■ REQUIRED ACTION
The response should reproduce exactly the lines from the top of the listing below through the one that contains "width:45px; height:45px; display:grid;", and nothing else; pictures do not belong in it.

■ INFORMATION
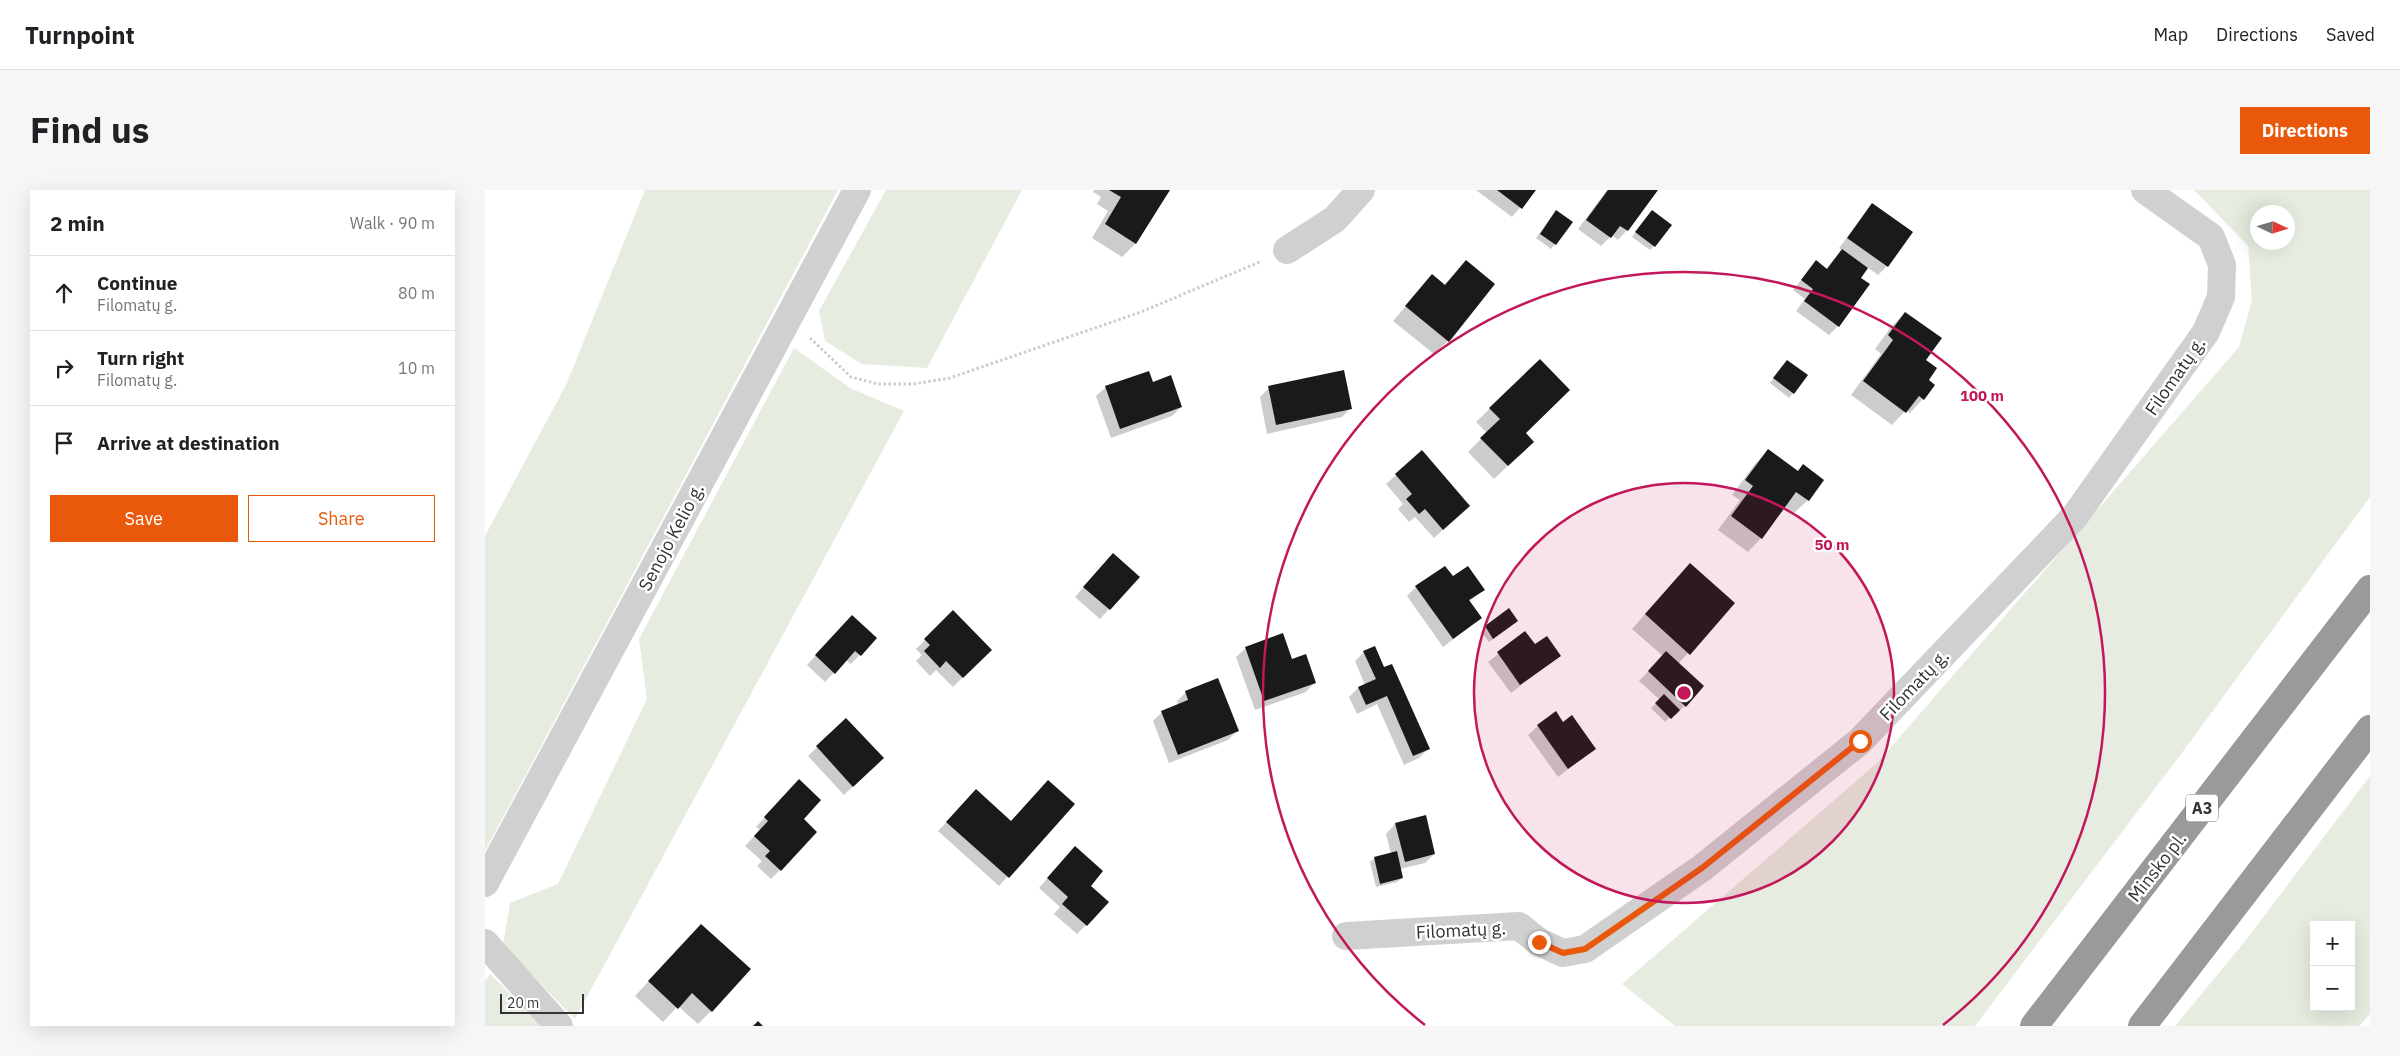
<!DOCTYPE html>
<html lang="en">
<head>
<meta charset="utf-8">
<style>
	:root { --surface:#fff; --page:#f6f6f6; --text:#202124; --muted:#757577; --line:#e0e0e0; --accent:#ea580c }
	body { margin:0; font-family:"IBM Plex Sans",sans-serif; background:var(--page); color:var(--text) }
	.controls { position:absolute; right:15px; bottom:15px; display:grid; overflow:hidden; border-radius:0px; box-shadow:0 5px 20px #0002 }
	.controls button { width:45px; height:45px; display:grid; place-items:center; padding:0; border:0; border-bottom:1px solid var(--line); background:var(--surface); color:var(--text); font:25px sans-serif }
	.compass { position:absolute; left:1765px; top:15px; width:45px; height:45px; border-radius:50%; background:var(--surface); box-shadow:0 5px 20px #0002; rotate:94deg }
	.scale { position:absolute; left:15px; bottom:12px; width:84px; box-sizing:border-box; padding-left:5px; border:2px solid #333; border-top:0; font-size:14px; line-height:18px; white-space:nowrap; color:#333; -webkit-text-stroke:4px #fff; paint-order:stroke }
	.stop { position:absolute; width:15px; height:15px; margin:-11px; border:4px solid #ea580c; border-radius:50%; background:#fff }
	.stop.end { background:#ea580c; border-color:#fff; box-shadow:0 1px 5px #0008 }
	.list { margin:0; padding:0; list-style:none }
	h2 { display:flex; justify-content:space-between; align-items:center; height:65px; margin:0; padding:0 20px; font-size:21px }
	h2 small { font-size:16px; font-weight:400; color:var(--muted) }
	.list li { display:grid; grid-template-columns:32px 1fr auto; gap:15px; align-items:center; box-sizing:border-box; height:75px; padding:0 20px; border-top:1px solid var(--line) }
	.list b { display:block; font-size:19px; white-space:nowrap }
	.list p { margin:0; font-size:16px; white-space:nowrap; color:var(--muted) }
	.list em { font-size:16px; font-style:normal; color:var(--muted) }
	.actions { display:flex; gap:10px; padding:15px 20px }
	.actions a { flex:1; padding:11px 0; border:1px solid var(--accent); border-radius:0px; text-align:center; font-size:18px; color:var(--accent) }
	.actions .main { background:var(--accent); color:#fff }
	.icon { flex:none; width:28px; height:28px; fill:none; stroke:currentColor; stroke-width:2; stroke-linecap:round; stroke-linejoin:round }
	.map { position:relative; flex:none; width:1885px; height:836px; overflow:hidden; border-radius:0px }
	header { display:flex; align-items:center; gap:30px; box-sizing:border-box; height:70px; padding:0 25px; background:var(--surface); border-bottom:1px solid var(--line) }
	header strong { font-size:24px }
	nav { display:flex; gap:28px; margin-inline-start:auto; font-size:18px }
	.intro { display:flex; align-items:center; justify-content:space-between; box-sizing:border-box; height:120px; padding:0 30px }
	h1 { margin:0; font-size:35px }
	.button { padding:12px 22px; border-radius:0px; background:var(--accent); color:#fff; font-size:18px; font-weight:700 }
	main { display:flex; gap:30px; padding:0 30px }
	aside { flex:1; background:var(--surface); border-radius:0px; box-shadow:0 5px 20px #0002 }
	.map>svg:first-child { display:block }
</style>
</head>
<body>
<header>
<strong>Turnpoint</strong>
<nav><a>Map</a><a>Directions</a><a>Saved</a></nav>
</header>
<div class="intro"><h1>Find us</h1><a class="button">Directions</a></div>
<main>
<aside>
<h2>2 min<small>Walk · 90 m</small></h2>
<ul class="list">
<li><svg class="icon" aria-label="ahead" viewBox="0 0 24 24"><path d="M12 20V5M6 11l6-6 6 6"/></svg><div><b>Continue</b><p>Filomatų g.</p></div><em>80 m</em></li>
<li><svg class="icon" aria-label="right" viewBox="0 0 24 24"><path d="M7 20v-9h11M14 6l5 5-5 5"/></svg><div><b>Turn right</b><p>Filomatų g.</p></div><em>10 m</em></li>
<li><svg class="icon" aria-label="arrive" viewBox="0 0 24 24"><path d="M6 21V4h12l-3 4 3 4H6"/></svg><div><b>Arrive at destination</b></div></li>
</ul>
<div class="actions"><a class="main">Save</a><a>Share</a></div>
</aside>
<div class="map">
<svg width="1885" height="836" viewBox="0 0 1885 836">
	<rect width="100%" height="100%" fill="#fff"/>
	<!-- green -->
	<path fill="#e6ecdf" fill-rule="evenodd" d="M160,0H353L0,661V346L81,195Z
		M401,0H537L442,178L377,174L340,151L334,121Z
		M1709,0H1885V307L1699,560L1490,836H1190L1137,794L1392,573L1754,157L1767,110L1763,56ZM1772,22H1802V52H1772Z
		M309,158L365,198L419,221L90,829L18,755L25,713L73,694L162,509L154,449Z
		M1885,586V824L1874,836H1690L1761,750ZM1829,735H1866V817H1829Z
		M5,784L58,836H0V791Z"/>
	<!-- shadow -->
	<path fill="#0003" d="M609,0H684L651,53L637,67L607,48L623,21L612,14L616,7L608,2Z
		M991,0H1050L1027,27Z
		M1122,0H1171L1142,40L1133,50L1127,45L1116,56L1093,39Z
		M1388,14L1402,76L1393,85L1382,77L1374,88L1353,136L1344,145L1311,121L1320,109L1308,100L1331,72L1340,80L1357,60L1354,58Z
		M1067,26L1070,54L1066,59L1051,48Z
		M1163,26L1169,56L1165,60L1147,47Z
		M981,72L963,151L949,164L908,131L947,86L959,95Z
		M1420,123L1440,170L1442,191L1438,209L1425,223L1421,220L1407,235L1366,205L1396,164L1390,159L1406,137Z
		M1055,170L1034,265L1009,289L983,262L1002,243L991,232Z
		M1298,176L1321,186L1304,208L1285,193Z
		M667,194L696,217L687,226L626,248L611,206L621,197Z
		M784,198L866,218L857,227L782,244L775,207Z
		M1283,260L1312,282L1318,276L1323,310L1309,323L1299,316L1276,348L1263,362L1233,340L1255,310L1247,305L1270,274Z
		M937,262L984,316L949,348L930,327L924,332L913,319L918,314L901,294Z
		M619,374L653,387L615,429L590,407Z
		M967,388L998,400L984,412L996,428L958,457L922,406L931,397Z
		M1192,388L1249,413L1193,474L1218,496L1191,525L1189,523L1180,532L1166,518L1175,510L1154,491L1178,466L1147,439Z
		M1024,420L1032,431L1004,452L996,442Z
		M468,422L505,460L468,497L451,480L445,486L431,471L437,465L431,459Z
		M358,436L390,448L366,474L361,470L340,492L322,475Z
		M1040,443L1050,456L1074,466L1026,503L1003,472Z
		M761,458L830,492L821,502L770,520L751,467Z
		M879,462L898,479L943,559L934,568L919,575L892,514L872,524L864,507L873,498L880,495L870,471Z
		M701,502L752,541L743,550L684,573L668,531L677,522L693,515L692,511Z
		M361,529L388,577L359,605L323,566Z
		M1078,534L1110,558L1073,587L1043,545L1053,536Z
		M305,600L317,629L295,680L286,689L272,676L277,671L260,656L275,640L271,637Z
		M482,610L525,632L588,614L514,696L453,641Z
		M940,627L949,664L940,673L915,679L917,688L912,692L891,697L885,672L890,668L906,664L901,644L910,634Z
		M581,667L604,696L601,735L592,744L569,724L575,717L554,698Z
		M203,749L226,821L213,834L193,816L178,832L150,806Z"/>
	<!-- building -->
	<path fill="#1a1a1a" d="M624,0H685L651,54L620,34L636,7Z
		M1012,0H1051L1037,19Z
		M1123,0H1173L1143,41L1135,36L1126,48L1101,30Z
		M1387,13L1428,42L1403,77L1362,48Z
		M1071,20L1088,32L1071,55L1055,44Z
		M1167,20L1187,35L1170,57L1150,42Z
		M1357,59L1383,78L1376,88L1385,94L1354,137L1319,111L1328,99L1316,90L1331,70L1342,79Z
		M981,70L1010,94L964,152L920,116L947,84L960,95Z
		M1420,122L1457,148L1441,170L1452,178L1444,190L1450,195L1439,210L1434,206L1421,223L1378,191L1408,150L1403,145Z
		M1055,169L1085,200L1041,243L1049,252L1023,276L995,248L1015,229L1004,218Z
		M1302,170L1323,185L1309,204L1288,188Z
		M859,180L867,219L791,235L783,196Z
		M664,181L668,192L686,185L697,217L635,239L620,196Z
		M1283,259L1313,281L1318,274L1339,290L1324,311L1311,302L1277,349L1246,326L1268,296L1260,290Z
		M937,260L985,316L958,340L940,319L934,324L921,309L927,304L910,284Z
		M628,363L655,387L625,420L598,397Z
		M1205,373L1250,413L1205,465L1160,424Z
		M960,376L968,386L983,376L1000,400L984,410L997,428L968,449L930,396Z
		M1024,418L1033,431L1008,449L1000,436Z
		M468,420L507,460L478,488L461,471L455,478L439,461L445,455L439,449Z
		M367,425L392,448L376,466L370,461L350,484L330,465Z
		M1040,441L1050,454L1062,446L1076,466L1035,495L1012,462Z
		M798,443L807,469L821,464L831,493L779,511L760,457Z
		M890,456L899,477L907,474L945,559L928,566L902,506L881,515L873,497L891,489L878,461Z
		M1181,461L1219,496L1201,517L1163,481Z
		M733,488L754,541L693,565L676,521L703,510L700,501Z
		M1179,504L1195,520L1186,529L1170,513Z
		M1071,521L1078,532L1087,525L1111,559L1083,579L1052,535Z
		M361,528L399,568L368,597L331,556Z
		M314,589L336,610L319,629L332,642L296,681L280,666L285,661L269,646L283,631L279,627Z
		M563,590L590,614L524,688L461,632L491,599L526,631Z
		M941,625L950,664L920,672L910,633Z
		M590,656L618,681L606,696L624,712L602,736L577,714L583,707L562,688Z
		M912,661L918,688L895,694L889,667Z
		M216,734L266,779L227,822L207,803L193,819L163,791Z
		M273,831L278,836H268Z"/>
	<g fill="none" stroke-linecap="round" stroke-linejoin="round">
		<!-- path -->
		<path stroke="#cdcdcd" stroke-width="3" stroke-dasharray="2.5 2.5" stroke-linecap="butt" d="M325,148L366,187L393,194H428L465,188L656,122L777,71"/>
		<!-- minor -->
		<path stroke="#d0d0d0" stroke-width="28" d="M802,60L850,29L876,0
			M0,693L372,0
			M861,746L1034,736L1054,752L1078,763L1100,759L1217,678L1375,551L1590,326L1721,142L1736,107L1737,75L1726,47L1660,0
			M0,753L74,836"/>
		<!-- highway -->
		<path stroke="#9a9a9a" stroke-width="28" d="M1549,836L1885,399
			M1657,836L1885,539"/>
	</g>
	<g fill="none" stroke-linecap="round" stroke-linejoin="round">
		<!-- route -->
		<path stroke="#ea580c" stroke-width="6" d="M1054,752L1078,763L1100,759L1217,678L1375,551"/>
	</g>
	<!-- distance rings -->
	<circle cx="1199" cy="503" r="210" fill="#c2185b" fill-opacity=".12"/>
	<g fill="none" stroke="#c2185b" stroke-width="2.5">
		<circle cx="1199" cy="503" r="210"/>
		<path d="M940 835A421 421 0 1 1 1458 835"/>
	</g>
	<g text-anchor="middle" dominant-baseline="central" stroke-width="5" stroke-linejoin="round" paint-order="stroke">
		<!-- shield labels -->
		<rect fill="#fff" stroke="#707070" stroke-width="1" x="1701" y="604.5" width="32" height="27" rx="4"/>
		<g font-size="16" font-weight="bold" fill="#333">
			<text x="1717" y="618">A3</text>
		</g>
		<!-- street labels -->
		<g font-size="18" fill="#333" stroke="#fff">
			<text transform="translate(1690 186) rotate(-55)">Filomatų g.</text>
			<text transform="translate(186 347) rotate(-62)">Senojo Kelio g.</text>
			<text transform="translate(1429 495) rotate(-46)">Filomatų g.</text>
			<text transform="translate(1672 677) rotate(-52)">Minsko pl.</text>
			<text transform="translate(976 740) rotate(-3)">Filomatų g.</text>
		</g>
	</g>
	<circle cx="1199" cy="503" r="8" fill="#c2185b" stroke="#fff" stroke-width="2.5"/>
	<g font-size="15" text-anchor="middle" font-weight="bold" fill="#c2185b" stroke="#fff" stroke-width="5" stroke-linejoin="round" paint-order="stroke">
		<text x="1497" y="211">100 m</text>
		<text x="1347" y="360">50 m</text>
	</g>
</svg>
<div class="controls">
<button>+</button>
<button>−</button>
</div>
<svg class="compass" viewBox="-18 -18 36 36"><path d="M0-13l5 13h-10z" fill="#e53935"/><path d="M0 13l5-13h-10z" fill="#757577"/></svg>
<div class="scale">20 m</div>
<div class="stop" style="left:1375px;top:551px"></div>
<div class="stop end" style="left:1054px;top:752px"></div>
</div>
</main>
</body>
</html>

■ OUTPUT FOR THIS EXERCISE
<!DOCTYPE html>
<html lang="en">
<head>
<meta charset="utf-8">
<style>
	:root { --surface:#fff; --page:#f6f6f6; --text:#202124; --muted:#757577; --line:#e0e0e0; --accent:#ea580c }
	body { margin:0; font-family:"IBM Plex Sans",sans-serif; background:var(--page); color:var(--text) }
	.controls { position:absolute; right:15px; bottom:15px; display:grid; overflow:hidden; border-radius:0px; box-shadow:0 5px 20px #0002 }
	.controls button { width:45px; height:45px; display:grid; place-items:center; padding:0; border:0; border-bottom:1px solid var(--line); background:var(--surface); color:var(--text); font:25px sans-serif }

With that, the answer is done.